Task details |
Return only how many lines in the data include the string "roads".

Available records |
#####

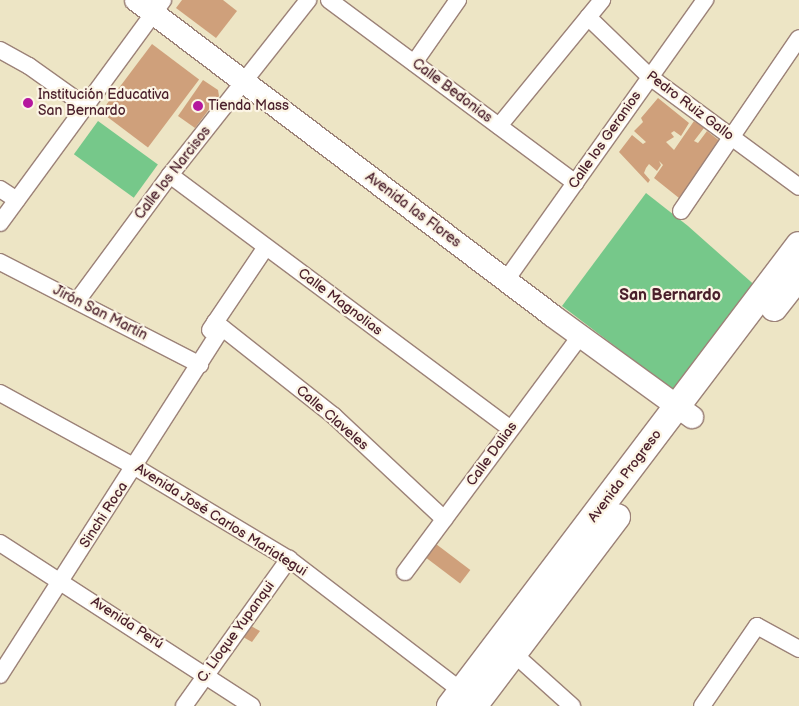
<!DOCTYPE html>
<meta charset="utf-8">
<style>
body{margin:0}
#map{position:relative;width:799px;height:706px;overflow:hidden;background:#ede5c5;font-family:"Balsamiq Sans",sans-serif}
div>[style]{position:absolute}
.green>*{inset:0;background:#76c88a;transform-origin:0 0}
.building>*{inset:0;background:#cfa07b;transform-origin:0 0}
.roads{filter:drop-shadow(1px 0 #9c8278) drop-shadow(-1px 0 #9c8278) drop-shadow(0 1px #9c8278) drop-shadow(0 -1px #9c8278)}
.street>*{height:16px;margin:-8px;padding:0 8px;transform-origin:8px;border-radius:8px;background:#fff}
.secondary>*{height:22px;margin:-11px;padding:0 11px;transform-origin:11px;border-radius:11px;background:#fff}
.primary>*{height:26px;margin:-13px;padding:0 13px;transform-origin:13px;border-radius:13px;background:#fff}
.dots>*{width:14px;height:14px;translate:-50% -50%;box-sizing:border-box;border:2px solid #fcf5e5;border-radius:50%}
span{translate:-50% -50%;white-space:nowrap;text-align:center;line-height:1.15;-webkit-text-stroke:4.5px #fcf5e5;paint-order:stroke}
.street-label{font-size:14px;color:#4a1f2b}
.poi-label{font-size:14px;color:#4a1f2b}
.left{translate:0 -50%;text-align:left}
.quarter-label{font-size:16px;color:#4a1f2b;font-weight:700}
</style>
<div id="map">
<div class="green">
<i style="left:98px;top:121px;width:74px;height:41px;rotate:36deg"></i>
<i style="clip-path:polygon(646px 193px,688px 226px,759px 289px,678px 394px,562px 306px)"></i>
</div>
<div class="building">
<i style="clip-path:polygon(182px 0,223px 0,237px 11px,216px 38px,176px 8px)"></i>
<i style="left:152px;top:44px;width:59px;height:85px;rotate:37deg"></i>
<i style="clip-path:polygon(203px 80px,218px 90px,219px 96px,195px 128px,178px 116px)"></i>
<i style="clip-path:polygon(658px 98px,689px 123px,681px 136px,674px 131px,671px 133px,674px 137px,666px 142px,674px 150px,694px 121px,704px 128px,694px 141px,698px 143px,707px 131px,721px 142px,679px 198px,654px 178px,663px 165px,659px 161px,661px 165px,657px 171px,649px 164px,646px 168px,644px 173px,650px 180px,648px 183px,619px 152px,632px 135px,643px 144px,646px 142px,634px 131px,643px 122px,641px 118px)"></i>
<i style="left:436px;top:544px;width:43px;height:17px;rotate:37deg"></i>
<i style="clip-path:polygon(251px 626px,260px 631px,252px 642px,243px 637px)"></i>
</div>
<div class="roads">
<div class="street">
<i style="left:329px;top:0;width:307px;rotate:36.6deg"></i>
<i style="left:588px;top:17px;width:86px;rotate:44.1deg"></i>
<i style="left:650px;top:77px;width:185px;rotate:36.4deg"></i>
<i style="left:0;top:50px;width:33px;rotate:29deg"></i>
<i style="left:29px;top:66px;width:69px;rotate:35.5deg"></i>
<i style="left:414px;top:63px;width:77px;rotate:-55.1deg"></i>
<i style="left:499px;top:126px;width:163px;rotate:-50.7deg"></i>
<i style="left:170px;top:175px;width:424px;rotate:36.7deg"></i>
<i style="left:0;top:189px;width:20px;rotate:33deg"></i>
<i style="left:681px;top:211px;width:209px;rotate:-55.7deg"></i>
<i style="left:0;top:223px;width:276px;rotate:-53.8deg"></i>
<i style="left:0;top:262px;width:225px;rotate:27.2deg"></i>
<i style="left:506px;top:280px;width:344px;rotate:-54.6deg"></i>
<i style="left:77px;top:301px;width:157px;rotate:-53.6deg"></i>
<i style="left:170px;top:175px;width:223px;rotate:-51.7deg"></i>
<i style="left:215px;top:322px;width:152px;rotate:38.3deg"></i>
<i style="left:334px;top:416px;width:151px;rotate:43.1deg"></i>
<i style="left:210px;top:330px;width:100px;rotate:-56deg"></i>
<i style="left:0;top:393px;width:154px;rotate:28.7deg"></i>
<i style="left:135px;top:467px;width:179px;rotate:30.9deg"></i>
<i style="left:289px;top:559px;width:224px;rotate:37.4deg"></i>
<i style="left:0;top:543px;width:300px;rotate:32.9deg"></i>
<i style="left:405px;top:572px;width:294px;rotate:-53.4deg"></i>
<i style="left:514px;top:654px;width:78px;rotate:41.9deg"></i>
<i style="left:0;top:675px;width:412px;rotate:-57.4deg"></i>
<i style="left:184px;top:706px;width:181px;rotate:-54.5deg"></i>
<i style="left:702px;top:706px;width:97px;rotate:-55.5deg"></i>
<i style="left:757px;top:626px;width:48px;rotate:28.7deg"></i>
</div>
<div class="secondary">
<i style="left:136px;top:0;width:523px;rotate:37.15deg"></i>
<i style="left:553px;top:316px;width:172px;rotate:36deg"></i>
</div>
<div class="primary">
<i style="left:774px;top:308px;width:41px;rotate:-52deg"></i>
<i style="left:450px;top:706px;width:578px;rotate:-52.87deg"></i>
<i style="left:474px;top:706px;width:237px;rotate:-52.9deg"></i>
</div>
</div>
<div class="dots">
<i style="left:28px;top:103px;background:#b5179e"></i>
<i style="left:198px;top:106px;background:#b5179e"></i>
</div>
<div class="street-label">
<span style="left:452px;top:91px;rotate:37deg">Calle Bedonias</span>
<span style="left:690px;top:106px;rotate:37deg">Pedro Ruiz Gallo</span>
<span style="left:605px;top:140px;rotate:-55deg">Calle los Geranios</span>
<span style="left:173px;top:173px;rotate:-52deg">Calle los Narcisos</span>
<span style="left:413px;top:210px;rotate:37deg">Avenida las Flores</span>
<span style="left:340px;top:302px;rotate:37deg">Calle Magnolias</span>
<span style="left:100px;top:313px;rotate:27deg">Jirón San Martín</span>
<span style="left:332px;top:418px;rotate:41deg">Calle Claveles</span>
<span style="left:492px;top:454px;rotate:-54deg">Calle Dalias</span>
<span style="left:625px;top:476px;rotate:-53deg">Avenida Progreso</span>
<span style="left:104px;top:515px;rotate:-57deg">Sinchi Roca</span>
<span style="left:221px;top:520px;rotate:32deg">Avenida José Carlos Mariategui</span>
<span style="left:127px;top:623px;rotate:33deg">Avenida Perú</span>
<span style="left:236px;top:632px;rotate:-54deg">C. Lloque Yupanqui</span>
</div>
<div class="poi-label">
<span class="left" style="left:38px;top:103px">Institución Educativa<br>San Bernardo</span>
<span class="left" style="left:208px;top:106px">Tienda Mass</span>
</div>
<div class="quarter-label">
<span style="left:670px;top:296px">San Bernardo</span>
</div>
</div>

#####

Exercise output |
2